De Dumayet à Beigbeder

Une histoire des émissions littéraires
sur le petit écran.
Le sujet est intéressant, mais le documentaire quelconque.

Jean-Claude Renard  • 15 octobre 2009 abonné·es

Affaire entendue. Les écrivains occupent l’espace du petit écran. Au commencement était la radio-télévision française. À côté de l’information, du sport, elle glisse dans ses programmes une émission littéraire. Nouvel espace, nouvel enjeu pour les écrivains. Avec « Lecture pour tous », le téléspectateur découvre Céline, interviewé par Pierre Dumayet. Avec Pierre Desgraupes, il invente un genre : une table, deux chaises, des questions claires et (à peine) le temps d’y répondre. Temps de parole en télévision oblige. Sagan et Mauriac se prêteront aussi au dispositif. Reste que Dumayet et Desgraupes portent réellement le goût de lire. Plus tard vont se succéder Claude Santelli, Michel Polac, Bernard Pivot, Bernard Rapp, Patrick Poivre d’Arvor, Guillaume Durand… Entrelardé d’interventions des « acteurs » essentiels de ces plateaux télé (Michel Polac, Bernard Pivot, PPDA, Frédéric Ferney) commentant leurs propres images, nourri de brèves archives montées à saute-mouton, le documentaire de Bernard Faroux a peu d’intérêt dans ce qu’il montre et dit. Mais davantage dans ce qu’il évoque (quand bien même en sous-titre s’affiche ambitieusement « une histoire de la littérature à la télévision » ).

À l’orée des années 1950, la France compte très peu de téléviseurs dans les foyers. Mais, d’emblée, elle inscrit la littérature dans ses programmes. Pierre Dumayet donc, affichant discrètement son embonpoint de profil, avec Duras en bout de table. Avec « Apostrophes », entre 1975 et 1990, virant en grand-messe de la littérature, Bernard Pivot devient un médiateur plus célèbre que ses invités. Pivot, capable de recevoir Jankélévitch, Soljenitsyne, Modiano, Jouhandeau, Hagège ou encore Georges Lubin, arc-bouté sur la correspondance de Sand pendant soixante ans.

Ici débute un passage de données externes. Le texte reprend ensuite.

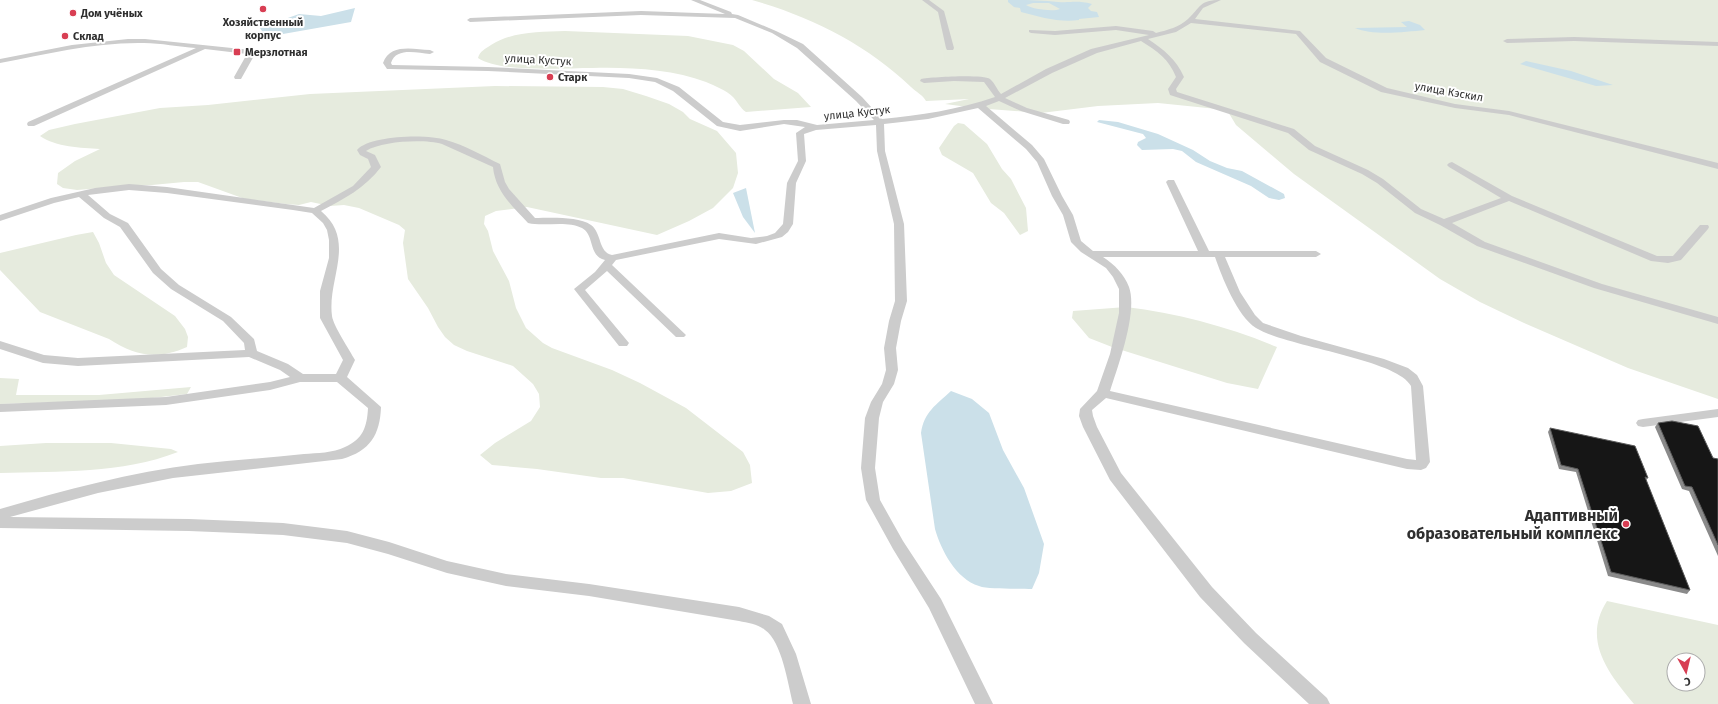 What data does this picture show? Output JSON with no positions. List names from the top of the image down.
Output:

Mais Pivot laissant aussi gagner le spectaculaire, de Vincenot à Angot, en passant par Bukowski. Il est un élément essentiel de cette relation entre écrivains et télévision, du glissement progressif du centre d’intérêt : l’auteur plutôt que son œuvre. À la suite, ce seront les animateurs qui auront la part belle des émissions littéraires, drainant avec eux la déchéance de l’interview. Peu importe, pour l’auteur et les éditeurs, la présence sur un plateau restant un accélérateur de ventes. Et, assurément, la question littéraire s’est effacée au profit du spectaculaire. Frédéric Beigbeder organisant ainsi un plateau d’auteurs totalement nus, ou Daniel Picouly orchestrant une querelle entre Pierre Assouline et François Bégaudeau. Beaucoup de bruit pour rien.